> [TASK OBJECTIVE]:
Wherever the word "shaded" appears in a line below, that line counts; report the total number of such lines only.

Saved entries

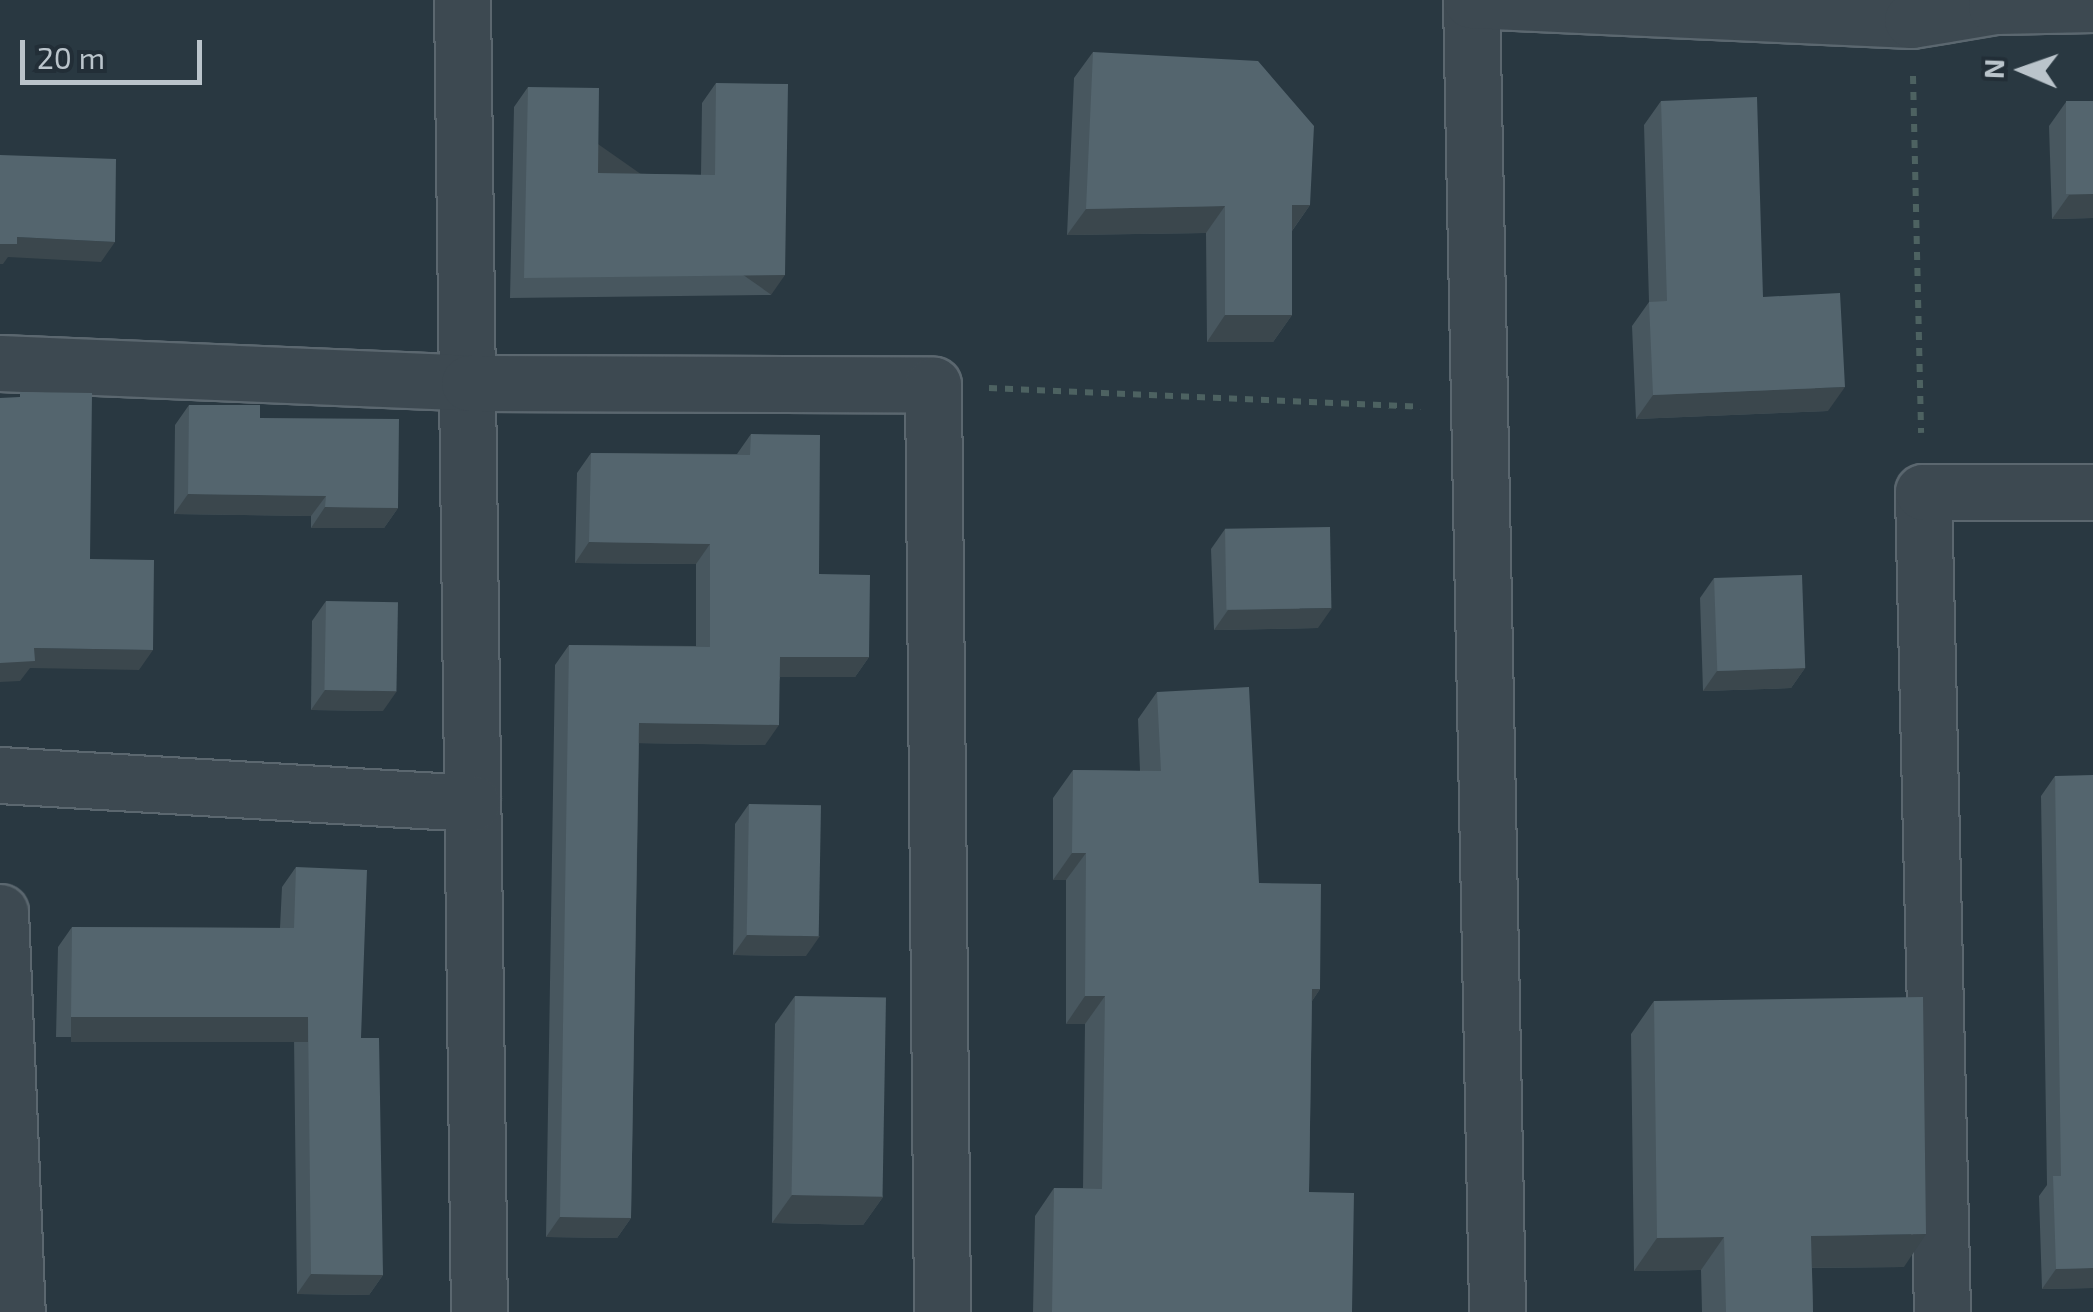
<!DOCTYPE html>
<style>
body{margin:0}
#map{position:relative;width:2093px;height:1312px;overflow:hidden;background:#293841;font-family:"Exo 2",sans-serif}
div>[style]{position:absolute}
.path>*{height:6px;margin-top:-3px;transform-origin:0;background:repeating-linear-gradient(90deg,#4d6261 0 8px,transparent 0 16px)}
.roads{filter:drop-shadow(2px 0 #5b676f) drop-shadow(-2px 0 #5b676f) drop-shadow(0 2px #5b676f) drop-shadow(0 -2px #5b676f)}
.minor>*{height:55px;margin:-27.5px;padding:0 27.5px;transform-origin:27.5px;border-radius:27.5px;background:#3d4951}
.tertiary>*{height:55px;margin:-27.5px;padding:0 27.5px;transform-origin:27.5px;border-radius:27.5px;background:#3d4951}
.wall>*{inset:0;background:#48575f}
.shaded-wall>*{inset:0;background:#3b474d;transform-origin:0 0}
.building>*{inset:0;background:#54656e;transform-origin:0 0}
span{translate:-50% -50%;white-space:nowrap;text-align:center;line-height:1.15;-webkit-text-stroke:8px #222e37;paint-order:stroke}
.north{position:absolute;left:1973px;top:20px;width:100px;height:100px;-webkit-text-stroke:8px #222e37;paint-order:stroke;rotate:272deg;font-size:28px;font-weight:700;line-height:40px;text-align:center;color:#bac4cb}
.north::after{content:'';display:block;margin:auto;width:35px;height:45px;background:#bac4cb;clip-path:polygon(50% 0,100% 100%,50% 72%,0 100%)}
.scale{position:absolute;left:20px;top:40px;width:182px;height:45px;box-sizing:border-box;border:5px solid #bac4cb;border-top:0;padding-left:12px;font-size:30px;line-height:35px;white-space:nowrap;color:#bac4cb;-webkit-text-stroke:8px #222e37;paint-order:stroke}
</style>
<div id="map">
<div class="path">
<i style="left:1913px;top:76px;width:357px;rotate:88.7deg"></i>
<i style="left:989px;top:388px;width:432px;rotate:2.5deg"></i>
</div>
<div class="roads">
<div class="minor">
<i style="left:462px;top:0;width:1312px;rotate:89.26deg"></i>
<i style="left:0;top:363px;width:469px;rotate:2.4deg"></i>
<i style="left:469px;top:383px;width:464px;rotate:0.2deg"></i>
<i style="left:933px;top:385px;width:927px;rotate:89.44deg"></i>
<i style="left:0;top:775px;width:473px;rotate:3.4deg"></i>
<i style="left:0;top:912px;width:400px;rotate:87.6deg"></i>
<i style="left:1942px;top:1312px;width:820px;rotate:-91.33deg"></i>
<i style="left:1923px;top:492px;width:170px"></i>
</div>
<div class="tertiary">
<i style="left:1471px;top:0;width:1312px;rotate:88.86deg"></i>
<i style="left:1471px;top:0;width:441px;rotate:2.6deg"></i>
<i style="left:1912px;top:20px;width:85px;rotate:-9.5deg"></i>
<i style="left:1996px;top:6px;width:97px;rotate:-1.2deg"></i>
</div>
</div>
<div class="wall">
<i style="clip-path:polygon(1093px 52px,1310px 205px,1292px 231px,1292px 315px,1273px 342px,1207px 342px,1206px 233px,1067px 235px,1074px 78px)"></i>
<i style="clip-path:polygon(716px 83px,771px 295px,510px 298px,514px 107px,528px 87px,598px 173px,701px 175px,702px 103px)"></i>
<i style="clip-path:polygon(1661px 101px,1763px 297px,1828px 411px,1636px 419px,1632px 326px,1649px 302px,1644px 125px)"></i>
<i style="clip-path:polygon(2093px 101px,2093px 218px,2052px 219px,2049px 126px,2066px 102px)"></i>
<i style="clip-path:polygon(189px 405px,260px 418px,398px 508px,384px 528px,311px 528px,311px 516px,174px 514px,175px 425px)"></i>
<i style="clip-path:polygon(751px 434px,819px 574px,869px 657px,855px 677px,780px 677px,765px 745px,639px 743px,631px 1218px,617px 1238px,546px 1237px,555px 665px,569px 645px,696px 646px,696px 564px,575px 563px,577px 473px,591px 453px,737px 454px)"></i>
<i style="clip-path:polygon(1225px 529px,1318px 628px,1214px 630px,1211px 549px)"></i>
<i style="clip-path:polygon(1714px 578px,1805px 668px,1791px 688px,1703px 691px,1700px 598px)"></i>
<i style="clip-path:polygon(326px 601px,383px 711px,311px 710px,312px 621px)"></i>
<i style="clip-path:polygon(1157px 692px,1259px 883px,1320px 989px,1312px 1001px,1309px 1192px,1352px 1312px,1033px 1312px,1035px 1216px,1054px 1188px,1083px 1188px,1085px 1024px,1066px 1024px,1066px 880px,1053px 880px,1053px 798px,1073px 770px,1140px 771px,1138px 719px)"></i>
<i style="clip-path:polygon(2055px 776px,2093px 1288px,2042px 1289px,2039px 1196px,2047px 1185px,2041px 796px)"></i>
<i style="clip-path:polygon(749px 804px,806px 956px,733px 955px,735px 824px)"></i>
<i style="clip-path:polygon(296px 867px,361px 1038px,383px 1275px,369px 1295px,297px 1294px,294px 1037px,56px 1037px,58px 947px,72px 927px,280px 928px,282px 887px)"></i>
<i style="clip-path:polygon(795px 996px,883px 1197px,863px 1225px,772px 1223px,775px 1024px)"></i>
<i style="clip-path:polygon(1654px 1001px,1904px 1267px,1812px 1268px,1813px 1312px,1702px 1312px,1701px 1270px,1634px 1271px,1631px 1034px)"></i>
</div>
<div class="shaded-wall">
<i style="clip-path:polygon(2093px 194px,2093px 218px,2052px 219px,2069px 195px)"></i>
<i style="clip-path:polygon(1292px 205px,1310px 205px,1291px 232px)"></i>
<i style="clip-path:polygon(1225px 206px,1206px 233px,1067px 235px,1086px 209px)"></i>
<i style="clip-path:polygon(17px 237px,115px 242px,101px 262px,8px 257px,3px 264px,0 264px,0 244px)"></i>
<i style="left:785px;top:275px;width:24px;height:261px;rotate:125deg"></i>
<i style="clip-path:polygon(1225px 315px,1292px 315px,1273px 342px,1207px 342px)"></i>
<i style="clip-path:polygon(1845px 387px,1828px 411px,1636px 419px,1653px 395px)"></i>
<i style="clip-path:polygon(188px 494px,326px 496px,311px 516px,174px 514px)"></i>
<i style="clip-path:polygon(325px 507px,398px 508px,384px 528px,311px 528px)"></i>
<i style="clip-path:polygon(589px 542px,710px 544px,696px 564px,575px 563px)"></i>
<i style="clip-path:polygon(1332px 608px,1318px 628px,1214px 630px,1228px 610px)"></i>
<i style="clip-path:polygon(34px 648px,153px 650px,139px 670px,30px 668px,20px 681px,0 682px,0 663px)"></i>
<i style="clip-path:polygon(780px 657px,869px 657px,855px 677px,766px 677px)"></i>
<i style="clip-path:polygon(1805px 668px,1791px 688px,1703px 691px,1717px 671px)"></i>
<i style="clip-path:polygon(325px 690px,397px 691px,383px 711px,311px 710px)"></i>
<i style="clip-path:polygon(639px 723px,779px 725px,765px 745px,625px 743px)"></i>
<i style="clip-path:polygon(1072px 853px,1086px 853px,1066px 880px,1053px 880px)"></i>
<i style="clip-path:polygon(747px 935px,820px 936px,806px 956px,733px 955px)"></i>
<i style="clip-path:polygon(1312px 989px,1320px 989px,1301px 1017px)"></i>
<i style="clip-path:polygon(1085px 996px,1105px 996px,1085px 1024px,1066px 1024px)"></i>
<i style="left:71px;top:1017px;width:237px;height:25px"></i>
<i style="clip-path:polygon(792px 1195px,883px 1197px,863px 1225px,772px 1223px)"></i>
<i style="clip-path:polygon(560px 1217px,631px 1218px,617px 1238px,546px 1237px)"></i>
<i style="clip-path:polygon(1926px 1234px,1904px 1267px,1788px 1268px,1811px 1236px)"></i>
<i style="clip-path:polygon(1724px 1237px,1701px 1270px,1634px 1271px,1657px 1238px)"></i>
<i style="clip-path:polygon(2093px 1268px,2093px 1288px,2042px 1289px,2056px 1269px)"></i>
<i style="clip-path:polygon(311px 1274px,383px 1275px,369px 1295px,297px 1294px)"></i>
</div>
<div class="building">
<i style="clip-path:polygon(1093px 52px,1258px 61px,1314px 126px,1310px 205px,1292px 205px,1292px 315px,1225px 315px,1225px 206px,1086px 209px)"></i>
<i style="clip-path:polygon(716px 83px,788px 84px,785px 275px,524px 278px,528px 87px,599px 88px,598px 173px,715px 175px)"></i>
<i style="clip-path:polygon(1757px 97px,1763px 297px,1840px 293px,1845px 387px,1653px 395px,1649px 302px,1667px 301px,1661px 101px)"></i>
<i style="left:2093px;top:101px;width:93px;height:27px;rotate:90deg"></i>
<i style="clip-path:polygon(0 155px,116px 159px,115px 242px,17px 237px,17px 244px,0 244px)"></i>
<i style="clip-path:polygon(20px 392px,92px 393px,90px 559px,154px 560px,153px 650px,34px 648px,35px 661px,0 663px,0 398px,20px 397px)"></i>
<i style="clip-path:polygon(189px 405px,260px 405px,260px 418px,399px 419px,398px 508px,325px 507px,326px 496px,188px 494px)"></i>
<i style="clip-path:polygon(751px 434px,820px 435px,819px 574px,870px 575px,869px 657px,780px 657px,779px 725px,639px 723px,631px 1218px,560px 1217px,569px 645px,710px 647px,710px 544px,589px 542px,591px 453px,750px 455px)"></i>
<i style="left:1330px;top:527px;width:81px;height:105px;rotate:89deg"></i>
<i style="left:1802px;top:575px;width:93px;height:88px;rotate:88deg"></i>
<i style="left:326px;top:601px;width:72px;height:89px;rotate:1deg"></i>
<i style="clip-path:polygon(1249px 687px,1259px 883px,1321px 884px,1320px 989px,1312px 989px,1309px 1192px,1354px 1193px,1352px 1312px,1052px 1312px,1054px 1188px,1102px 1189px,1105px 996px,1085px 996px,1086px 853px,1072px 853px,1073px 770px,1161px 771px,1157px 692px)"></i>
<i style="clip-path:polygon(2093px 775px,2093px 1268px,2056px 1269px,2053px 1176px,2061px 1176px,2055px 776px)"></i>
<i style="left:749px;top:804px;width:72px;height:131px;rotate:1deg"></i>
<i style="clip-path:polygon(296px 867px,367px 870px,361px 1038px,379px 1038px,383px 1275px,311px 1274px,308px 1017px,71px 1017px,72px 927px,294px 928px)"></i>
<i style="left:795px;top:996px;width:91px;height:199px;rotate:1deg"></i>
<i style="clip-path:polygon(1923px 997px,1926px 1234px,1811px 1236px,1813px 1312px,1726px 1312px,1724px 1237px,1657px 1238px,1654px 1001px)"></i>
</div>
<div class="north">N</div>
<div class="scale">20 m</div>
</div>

> [TASK OUTPUT]:
2